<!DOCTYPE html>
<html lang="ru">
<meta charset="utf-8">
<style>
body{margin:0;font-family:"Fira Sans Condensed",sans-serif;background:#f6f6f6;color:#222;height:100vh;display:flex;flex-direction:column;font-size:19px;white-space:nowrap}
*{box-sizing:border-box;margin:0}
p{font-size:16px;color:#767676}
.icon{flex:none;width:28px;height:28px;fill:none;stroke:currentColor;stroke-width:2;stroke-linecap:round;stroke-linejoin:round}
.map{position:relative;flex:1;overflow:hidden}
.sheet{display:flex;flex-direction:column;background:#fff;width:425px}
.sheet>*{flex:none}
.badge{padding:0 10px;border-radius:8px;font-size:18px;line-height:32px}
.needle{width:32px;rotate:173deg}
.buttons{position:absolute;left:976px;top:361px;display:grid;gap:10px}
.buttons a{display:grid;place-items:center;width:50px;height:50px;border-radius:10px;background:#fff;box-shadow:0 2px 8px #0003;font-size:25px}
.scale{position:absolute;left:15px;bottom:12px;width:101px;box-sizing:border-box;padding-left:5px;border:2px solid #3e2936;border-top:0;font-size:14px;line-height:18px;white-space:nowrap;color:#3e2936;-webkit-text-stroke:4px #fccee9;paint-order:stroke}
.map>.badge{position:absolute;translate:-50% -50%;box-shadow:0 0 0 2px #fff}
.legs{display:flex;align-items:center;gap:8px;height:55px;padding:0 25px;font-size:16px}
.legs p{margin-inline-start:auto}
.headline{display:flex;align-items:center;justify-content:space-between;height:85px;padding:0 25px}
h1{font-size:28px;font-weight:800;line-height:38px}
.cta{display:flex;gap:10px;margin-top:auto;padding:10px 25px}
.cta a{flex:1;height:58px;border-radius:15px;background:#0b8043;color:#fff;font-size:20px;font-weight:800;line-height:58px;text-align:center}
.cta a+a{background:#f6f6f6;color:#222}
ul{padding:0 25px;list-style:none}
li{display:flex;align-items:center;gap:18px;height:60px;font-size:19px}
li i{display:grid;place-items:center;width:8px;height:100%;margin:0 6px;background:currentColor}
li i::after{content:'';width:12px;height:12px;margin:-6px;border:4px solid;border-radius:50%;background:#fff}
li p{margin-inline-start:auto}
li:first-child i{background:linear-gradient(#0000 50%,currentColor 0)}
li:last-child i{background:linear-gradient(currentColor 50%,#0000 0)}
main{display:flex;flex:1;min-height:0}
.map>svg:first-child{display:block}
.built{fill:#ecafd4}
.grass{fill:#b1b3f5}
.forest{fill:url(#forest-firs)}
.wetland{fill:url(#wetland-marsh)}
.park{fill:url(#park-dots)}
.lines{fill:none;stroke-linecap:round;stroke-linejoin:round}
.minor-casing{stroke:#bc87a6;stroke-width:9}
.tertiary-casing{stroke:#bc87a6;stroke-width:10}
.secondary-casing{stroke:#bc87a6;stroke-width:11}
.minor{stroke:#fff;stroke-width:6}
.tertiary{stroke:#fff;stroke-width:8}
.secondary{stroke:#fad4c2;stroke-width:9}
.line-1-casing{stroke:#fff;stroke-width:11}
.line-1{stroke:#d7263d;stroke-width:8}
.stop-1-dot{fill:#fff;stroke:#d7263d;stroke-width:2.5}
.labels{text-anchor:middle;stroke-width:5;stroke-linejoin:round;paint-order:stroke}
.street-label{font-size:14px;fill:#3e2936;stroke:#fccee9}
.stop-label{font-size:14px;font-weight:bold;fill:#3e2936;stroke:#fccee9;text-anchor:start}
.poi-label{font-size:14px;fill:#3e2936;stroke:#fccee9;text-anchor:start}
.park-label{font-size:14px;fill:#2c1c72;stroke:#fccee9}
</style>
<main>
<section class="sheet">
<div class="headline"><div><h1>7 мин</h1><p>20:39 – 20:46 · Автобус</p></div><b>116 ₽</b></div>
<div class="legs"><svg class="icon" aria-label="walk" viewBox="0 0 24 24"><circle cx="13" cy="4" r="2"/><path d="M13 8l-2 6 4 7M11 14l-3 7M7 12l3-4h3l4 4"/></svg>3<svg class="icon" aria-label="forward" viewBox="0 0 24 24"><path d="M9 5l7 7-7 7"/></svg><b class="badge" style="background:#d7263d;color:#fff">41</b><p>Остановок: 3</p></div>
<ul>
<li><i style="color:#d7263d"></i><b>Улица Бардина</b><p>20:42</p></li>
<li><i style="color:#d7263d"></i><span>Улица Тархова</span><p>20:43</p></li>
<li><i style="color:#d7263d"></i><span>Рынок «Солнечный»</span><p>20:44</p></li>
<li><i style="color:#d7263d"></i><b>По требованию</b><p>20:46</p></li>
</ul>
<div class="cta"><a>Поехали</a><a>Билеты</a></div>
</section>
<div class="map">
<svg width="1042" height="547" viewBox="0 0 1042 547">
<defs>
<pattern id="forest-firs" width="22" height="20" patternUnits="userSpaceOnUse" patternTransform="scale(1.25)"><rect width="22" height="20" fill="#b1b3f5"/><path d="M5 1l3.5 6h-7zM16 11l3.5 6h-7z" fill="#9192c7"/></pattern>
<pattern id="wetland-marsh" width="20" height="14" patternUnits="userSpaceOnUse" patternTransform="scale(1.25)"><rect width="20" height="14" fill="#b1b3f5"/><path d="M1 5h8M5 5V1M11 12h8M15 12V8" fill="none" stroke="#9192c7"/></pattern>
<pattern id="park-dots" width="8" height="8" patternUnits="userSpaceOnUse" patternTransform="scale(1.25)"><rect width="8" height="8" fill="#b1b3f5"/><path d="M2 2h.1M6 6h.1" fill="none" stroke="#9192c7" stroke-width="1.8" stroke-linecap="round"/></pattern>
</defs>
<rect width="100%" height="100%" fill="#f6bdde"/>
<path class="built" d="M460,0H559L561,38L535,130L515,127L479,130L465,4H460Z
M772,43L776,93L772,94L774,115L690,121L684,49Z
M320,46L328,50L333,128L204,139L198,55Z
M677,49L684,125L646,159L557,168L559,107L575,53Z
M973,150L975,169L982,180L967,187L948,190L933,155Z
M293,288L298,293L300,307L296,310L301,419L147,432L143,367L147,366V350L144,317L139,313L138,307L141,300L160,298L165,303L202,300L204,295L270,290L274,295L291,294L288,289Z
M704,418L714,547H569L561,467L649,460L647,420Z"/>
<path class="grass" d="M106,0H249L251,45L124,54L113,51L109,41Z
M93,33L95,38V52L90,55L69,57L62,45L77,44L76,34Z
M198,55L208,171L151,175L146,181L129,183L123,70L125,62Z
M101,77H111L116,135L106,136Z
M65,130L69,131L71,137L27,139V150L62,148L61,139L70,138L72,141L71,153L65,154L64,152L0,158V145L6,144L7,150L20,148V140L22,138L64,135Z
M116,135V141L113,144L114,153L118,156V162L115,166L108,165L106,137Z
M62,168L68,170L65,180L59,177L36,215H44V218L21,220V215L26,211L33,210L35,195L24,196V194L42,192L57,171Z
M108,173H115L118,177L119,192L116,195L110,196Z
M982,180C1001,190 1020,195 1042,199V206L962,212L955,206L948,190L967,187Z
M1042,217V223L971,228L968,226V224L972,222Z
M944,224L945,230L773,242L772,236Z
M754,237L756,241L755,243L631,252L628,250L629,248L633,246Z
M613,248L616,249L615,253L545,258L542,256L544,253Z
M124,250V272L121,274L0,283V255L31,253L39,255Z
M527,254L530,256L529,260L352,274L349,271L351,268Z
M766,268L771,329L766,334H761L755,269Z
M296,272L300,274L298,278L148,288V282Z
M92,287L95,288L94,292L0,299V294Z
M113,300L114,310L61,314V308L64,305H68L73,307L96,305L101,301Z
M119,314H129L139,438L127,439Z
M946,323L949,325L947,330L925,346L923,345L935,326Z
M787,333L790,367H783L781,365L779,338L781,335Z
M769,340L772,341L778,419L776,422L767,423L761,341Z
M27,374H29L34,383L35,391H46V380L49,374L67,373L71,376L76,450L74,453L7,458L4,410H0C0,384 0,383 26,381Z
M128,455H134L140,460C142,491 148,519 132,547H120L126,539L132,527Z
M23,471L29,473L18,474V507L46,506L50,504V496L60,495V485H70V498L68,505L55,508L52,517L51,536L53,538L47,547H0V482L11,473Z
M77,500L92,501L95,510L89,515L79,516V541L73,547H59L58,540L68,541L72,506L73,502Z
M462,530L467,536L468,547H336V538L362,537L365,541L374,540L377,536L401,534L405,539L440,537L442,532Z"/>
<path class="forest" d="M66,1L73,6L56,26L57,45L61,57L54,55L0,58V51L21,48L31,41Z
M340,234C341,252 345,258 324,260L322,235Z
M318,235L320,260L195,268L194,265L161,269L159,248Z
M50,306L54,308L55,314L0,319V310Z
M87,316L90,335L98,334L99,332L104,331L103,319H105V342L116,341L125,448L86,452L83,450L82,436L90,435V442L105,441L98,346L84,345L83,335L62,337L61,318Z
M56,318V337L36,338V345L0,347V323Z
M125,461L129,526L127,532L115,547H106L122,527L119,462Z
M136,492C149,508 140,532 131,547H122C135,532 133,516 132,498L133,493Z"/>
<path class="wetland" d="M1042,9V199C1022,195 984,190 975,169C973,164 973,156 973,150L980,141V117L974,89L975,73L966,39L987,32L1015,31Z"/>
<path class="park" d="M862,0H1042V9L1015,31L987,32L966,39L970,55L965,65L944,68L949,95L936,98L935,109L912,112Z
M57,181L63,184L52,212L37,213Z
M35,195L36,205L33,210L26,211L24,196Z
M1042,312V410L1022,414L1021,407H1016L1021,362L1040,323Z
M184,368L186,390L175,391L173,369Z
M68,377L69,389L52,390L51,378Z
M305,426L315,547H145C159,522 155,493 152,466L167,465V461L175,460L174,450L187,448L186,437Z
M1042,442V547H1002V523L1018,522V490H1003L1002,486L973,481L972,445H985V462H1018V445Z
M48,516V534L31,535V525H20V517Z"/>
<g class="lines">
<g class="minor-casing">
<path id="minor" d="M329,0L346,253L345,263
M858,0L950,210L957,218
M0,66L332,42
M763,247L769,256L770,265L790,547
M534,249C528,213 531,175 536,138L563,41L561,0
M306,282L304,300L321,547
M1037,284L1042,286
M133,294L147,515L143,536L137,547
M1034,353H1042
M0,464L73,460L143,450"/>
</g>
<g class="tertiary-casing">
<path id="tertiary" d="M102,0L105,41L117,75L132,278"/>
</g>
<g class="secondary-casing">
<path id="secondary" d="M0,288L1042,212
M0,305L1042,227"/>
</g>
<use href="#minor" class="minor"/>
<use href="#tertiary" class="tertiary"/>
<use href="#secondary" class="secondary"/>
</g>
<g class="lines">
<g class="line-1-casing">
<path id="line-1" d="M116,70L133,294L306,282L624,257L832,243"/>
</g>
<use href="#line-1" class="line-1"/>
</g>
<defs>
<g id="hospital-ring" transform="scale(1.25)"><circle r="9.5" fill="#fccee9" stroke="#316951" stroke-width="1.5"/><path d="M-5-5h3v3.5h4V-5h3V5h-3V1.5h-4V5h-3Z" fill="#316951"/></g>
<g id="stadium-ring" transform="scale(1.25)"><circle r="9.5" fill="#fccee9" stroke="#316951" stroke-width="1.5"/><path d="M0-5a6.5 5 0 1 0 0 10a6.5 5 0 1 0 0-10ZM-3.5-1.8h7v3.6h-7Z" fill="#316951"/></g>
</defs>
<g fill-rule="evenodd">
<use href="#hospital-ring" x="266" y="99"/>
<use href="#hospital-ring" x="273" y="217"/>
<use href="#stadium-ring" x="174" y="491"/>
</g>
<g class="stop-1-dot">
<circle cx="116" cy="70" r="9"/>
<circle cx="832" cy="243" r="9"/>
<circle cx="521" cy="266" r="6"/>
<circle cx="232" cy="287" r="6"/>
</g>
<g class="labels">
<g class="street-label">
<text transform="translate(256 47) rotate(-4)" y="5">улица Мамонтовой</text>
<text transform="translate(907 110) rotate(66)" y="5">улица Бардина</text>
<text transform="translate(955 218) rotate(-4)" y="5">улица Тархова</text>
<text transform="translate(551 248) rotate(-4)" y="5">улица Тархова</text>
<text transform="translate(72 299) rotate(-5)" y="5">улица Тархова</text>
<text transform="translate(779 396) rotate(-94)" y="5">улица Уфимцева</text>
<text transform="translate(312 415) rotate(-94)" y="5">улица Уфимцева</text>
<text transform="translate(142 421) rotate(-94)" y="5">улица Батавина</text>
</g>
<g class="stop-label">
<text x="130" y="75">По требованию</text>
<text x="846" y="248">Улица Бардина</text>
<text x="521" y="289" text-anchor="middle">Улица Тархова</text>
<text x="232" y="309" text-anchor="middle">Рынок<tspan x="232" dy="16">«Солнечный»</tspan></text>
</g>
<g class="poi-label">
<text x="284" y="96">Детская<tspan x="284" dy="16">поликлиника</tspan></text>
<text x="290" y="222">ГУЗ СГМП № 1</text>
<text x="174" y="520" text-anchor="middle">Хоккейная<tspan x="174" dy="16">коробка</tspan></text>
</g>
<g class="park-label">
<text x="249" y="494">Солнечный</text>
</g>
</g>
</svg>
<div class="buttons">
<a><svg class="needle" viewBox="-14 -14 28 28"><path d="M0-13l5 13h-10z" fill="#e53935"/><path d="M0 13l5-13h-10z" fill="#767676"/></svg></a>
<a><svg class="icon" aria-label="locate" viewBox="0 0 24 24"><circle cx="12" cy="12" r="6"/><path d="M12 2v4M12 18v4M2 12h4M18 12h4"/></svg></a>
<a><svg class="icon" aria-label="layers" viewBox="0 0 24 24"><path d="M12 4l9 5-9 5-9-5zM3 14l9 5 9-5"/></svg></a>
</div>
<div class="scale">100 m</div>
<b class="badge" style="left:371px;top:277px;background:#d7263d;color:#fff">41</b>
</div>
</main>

_Problem description_
Pick out and copy the lines of the material that include the word "sheet".

_Written answer_
.sheet{display:flex;flex-direction:column;background:#fff;width:425px}
.sheet>*{flex:none}
<section class="sheet">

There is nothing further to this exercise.